Segment Start: SOURCE RECORDS
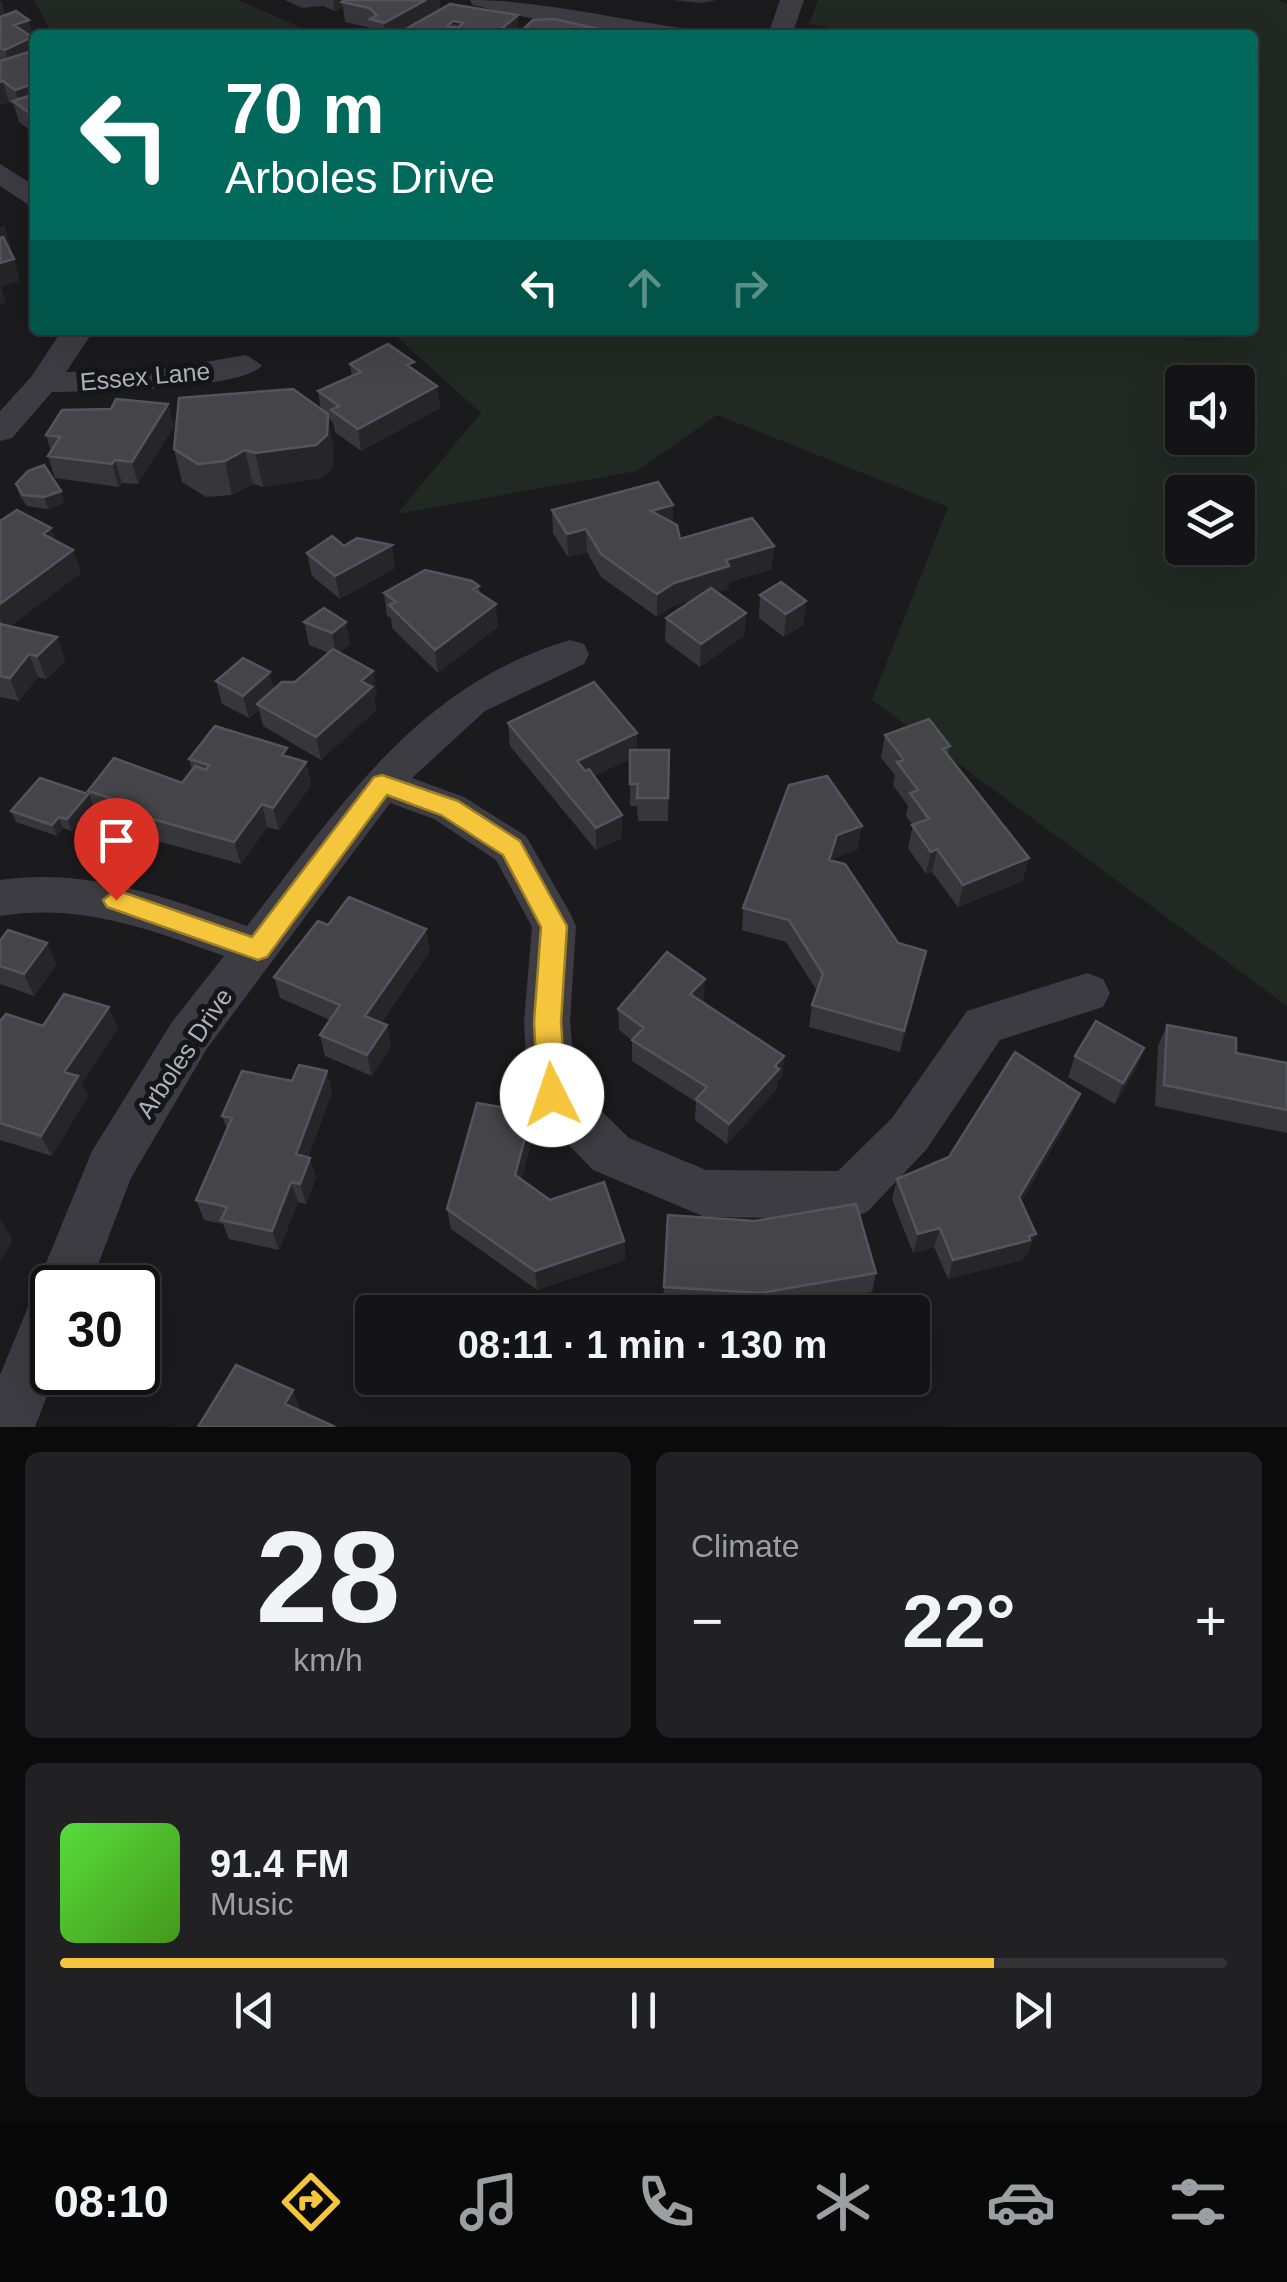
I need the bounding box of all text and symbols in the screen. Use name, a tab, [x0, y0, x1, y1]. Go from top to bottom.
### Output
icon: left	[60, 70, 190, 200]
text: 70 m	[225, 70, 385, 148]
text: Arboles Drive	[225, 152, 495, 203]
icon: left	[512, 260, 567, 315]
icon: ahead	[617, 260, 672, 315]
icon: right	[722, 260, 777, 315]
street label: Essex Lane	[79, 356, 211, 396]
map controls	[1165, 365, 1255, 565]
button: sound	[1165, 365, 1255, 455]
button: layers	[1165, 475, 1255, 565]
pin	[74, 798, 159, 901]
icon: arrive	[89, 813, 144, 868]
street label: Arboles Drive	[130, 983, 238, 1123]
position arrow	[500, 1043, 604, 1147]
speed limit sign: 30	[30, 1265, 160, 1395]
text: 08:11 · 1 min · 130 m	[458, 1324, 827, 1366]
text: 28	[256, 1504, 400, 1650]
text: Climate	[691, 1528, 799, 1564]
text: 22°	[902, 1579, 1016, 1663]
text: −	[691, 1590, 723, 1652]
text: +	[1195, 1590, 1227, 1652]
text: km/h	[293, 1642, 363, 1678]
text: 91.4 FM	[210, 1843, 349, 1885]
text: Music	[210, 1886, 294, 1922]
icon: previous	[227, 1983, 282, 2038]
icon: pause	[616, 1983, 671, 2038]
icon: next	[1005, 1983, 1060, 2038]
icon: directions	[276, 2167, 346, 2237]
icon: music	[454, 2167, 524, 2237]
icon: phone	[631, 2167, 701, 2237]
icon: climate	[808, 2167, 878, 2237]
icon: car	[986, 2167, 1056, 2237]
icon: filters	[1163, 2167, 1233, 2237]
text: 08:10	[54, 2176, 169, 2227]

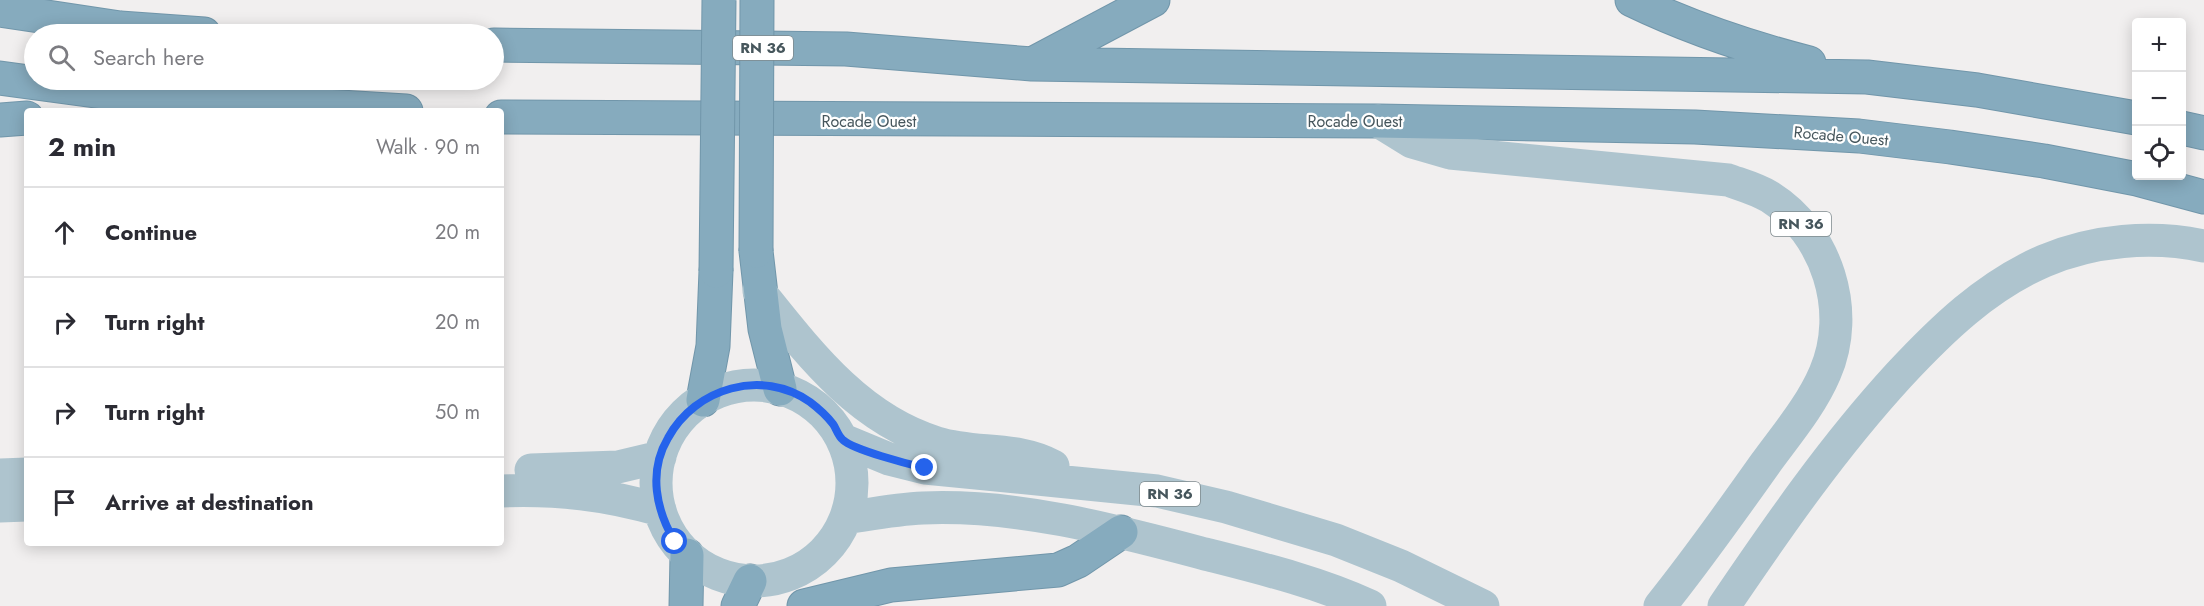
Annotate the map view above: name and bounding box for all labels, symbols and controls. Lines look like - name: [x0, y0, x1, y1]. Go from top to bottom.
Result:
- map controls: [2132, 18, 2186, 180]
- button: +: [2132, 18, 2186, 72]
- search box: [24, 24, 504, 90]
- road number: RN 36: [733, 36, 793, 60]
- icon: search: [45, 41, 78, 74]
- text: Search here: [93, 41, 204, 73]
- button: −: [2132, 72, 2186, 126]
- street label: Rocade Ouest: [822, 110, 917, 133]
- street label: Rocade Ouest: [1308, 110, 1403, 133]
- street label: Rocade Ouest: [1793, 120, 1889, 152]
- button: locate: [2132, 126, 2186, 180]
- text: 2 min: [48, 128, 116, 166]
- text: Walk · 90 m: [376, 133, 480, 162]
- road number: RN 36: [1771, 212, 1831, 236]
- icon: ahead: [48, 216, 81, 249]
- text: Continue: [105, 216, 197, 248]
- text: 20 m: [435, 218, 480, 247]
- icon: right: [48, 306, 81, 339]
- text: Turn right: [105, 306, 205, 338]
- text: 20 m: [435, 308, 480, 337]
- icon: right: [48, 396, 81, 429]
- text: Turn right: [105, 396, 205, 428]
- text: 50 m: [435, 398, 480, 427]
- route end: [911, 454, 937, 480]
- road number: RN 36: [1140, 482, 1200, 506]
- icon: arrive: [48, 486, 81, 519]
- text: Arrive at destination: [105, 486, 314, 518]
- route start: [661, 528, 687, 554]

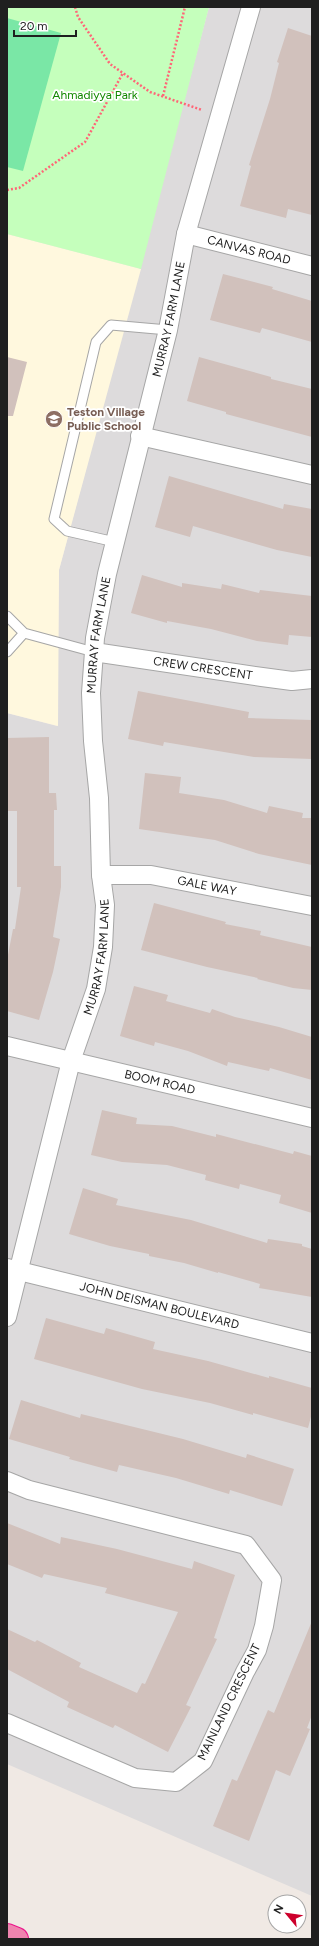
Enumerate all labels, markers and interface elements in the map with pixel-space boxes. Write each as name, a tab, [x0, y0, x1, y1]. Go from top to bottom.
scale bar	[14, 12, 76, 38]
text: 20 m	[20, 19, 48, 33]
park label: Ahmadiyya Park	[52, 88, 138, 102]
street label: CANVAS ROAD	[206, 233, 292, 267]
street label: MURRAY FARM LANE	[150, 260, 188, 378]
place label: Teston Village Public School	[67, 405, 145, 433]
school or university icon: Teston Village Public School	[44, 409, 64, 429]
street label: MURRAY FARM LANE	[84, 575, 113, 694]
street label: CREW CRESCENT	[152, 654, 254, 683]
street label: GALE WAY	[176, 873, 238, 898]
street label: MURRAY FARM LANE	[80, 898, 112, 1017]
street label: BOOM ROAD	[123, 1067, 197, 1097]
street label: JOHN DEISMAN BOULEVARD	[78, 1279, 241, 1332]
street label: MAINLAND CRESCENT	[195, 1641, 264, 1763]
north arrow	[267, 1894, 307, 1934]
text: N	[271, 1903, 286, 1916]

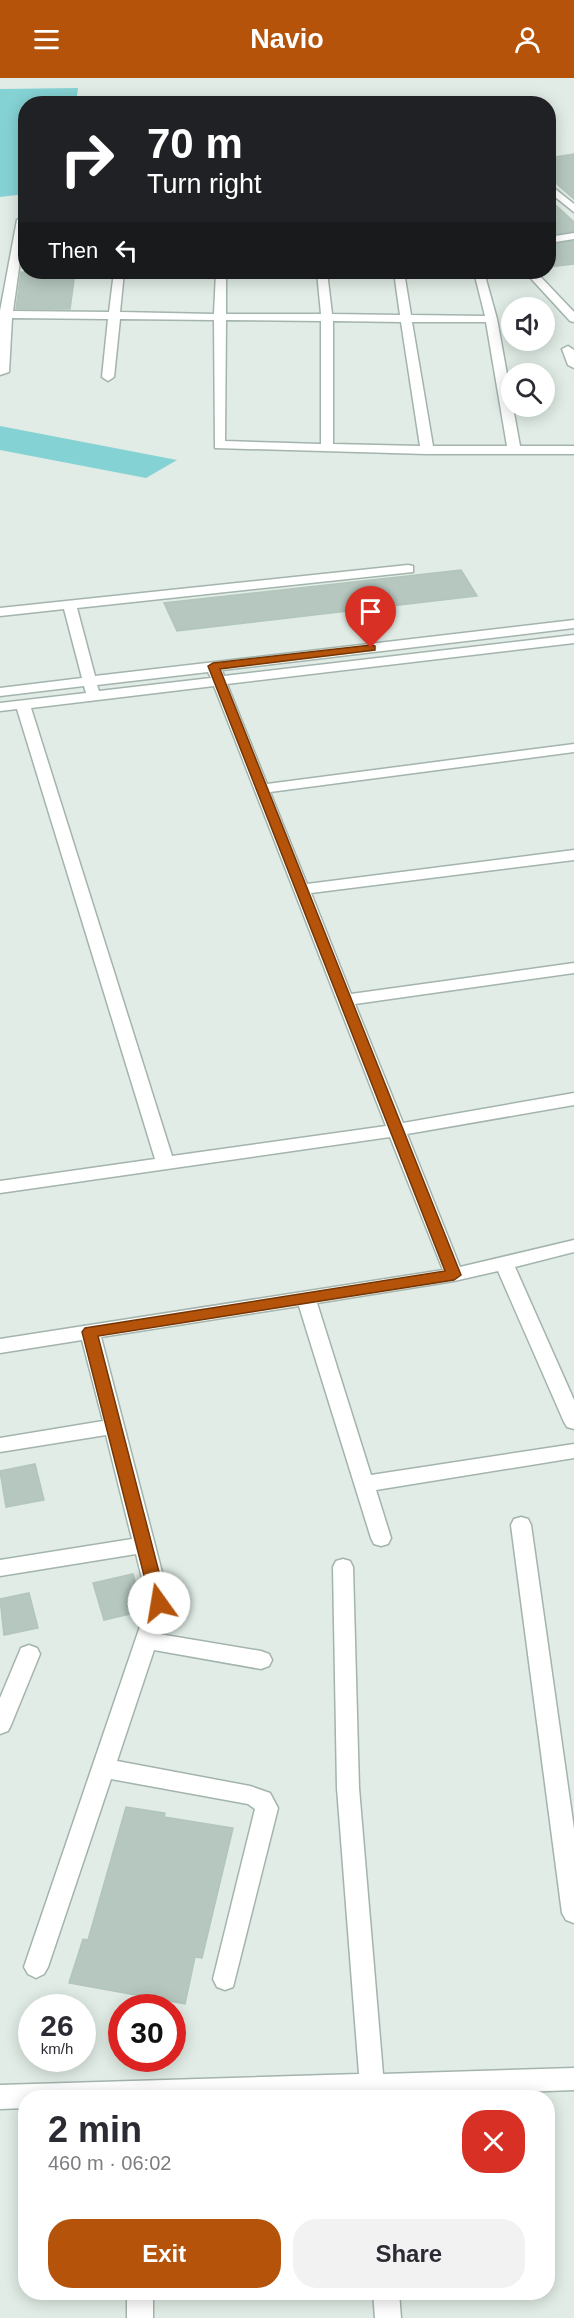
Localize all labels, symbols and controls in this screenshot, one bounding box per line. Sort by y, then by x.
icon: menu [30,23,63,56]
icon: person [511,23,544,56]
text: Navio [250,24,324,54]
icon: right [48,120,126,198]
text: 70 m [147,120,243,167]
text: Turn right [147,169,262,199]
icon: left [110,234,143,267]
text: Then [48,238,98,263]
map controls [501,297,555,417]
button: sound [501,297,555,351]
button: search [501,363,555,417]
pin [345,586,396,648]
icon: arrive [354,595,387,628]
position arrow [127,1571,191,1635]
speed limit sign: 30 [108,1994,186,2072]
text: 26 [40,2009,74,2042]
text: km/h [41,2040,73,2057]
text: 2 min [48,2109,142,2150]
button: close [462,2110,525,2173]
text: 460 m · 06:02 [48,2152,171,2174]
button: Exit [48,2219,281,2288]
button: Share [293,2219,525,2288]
Segment End: SOURCE RECORDS
EXERCISE DIRECTIONS:
If a line in the entries above has the word "from", copy it.

RESULT OF THIS EXERCISE:
I need the bounding box of all text and symbols in the screen. Use name, a tab, [x0, y0, x1, y1]. Go from top to bottom.
Annotate the map view above: name and bounding box for all labels, symbols and controls. Lines look like - name: [x0, y0, x1, y1]. Go from top to bottom.
Enumerate all labels, markers and interface elements in the map with pixel-space boxes. Write each as name, a tab, [x0, y0, x1, y1]. Go from top to bottom.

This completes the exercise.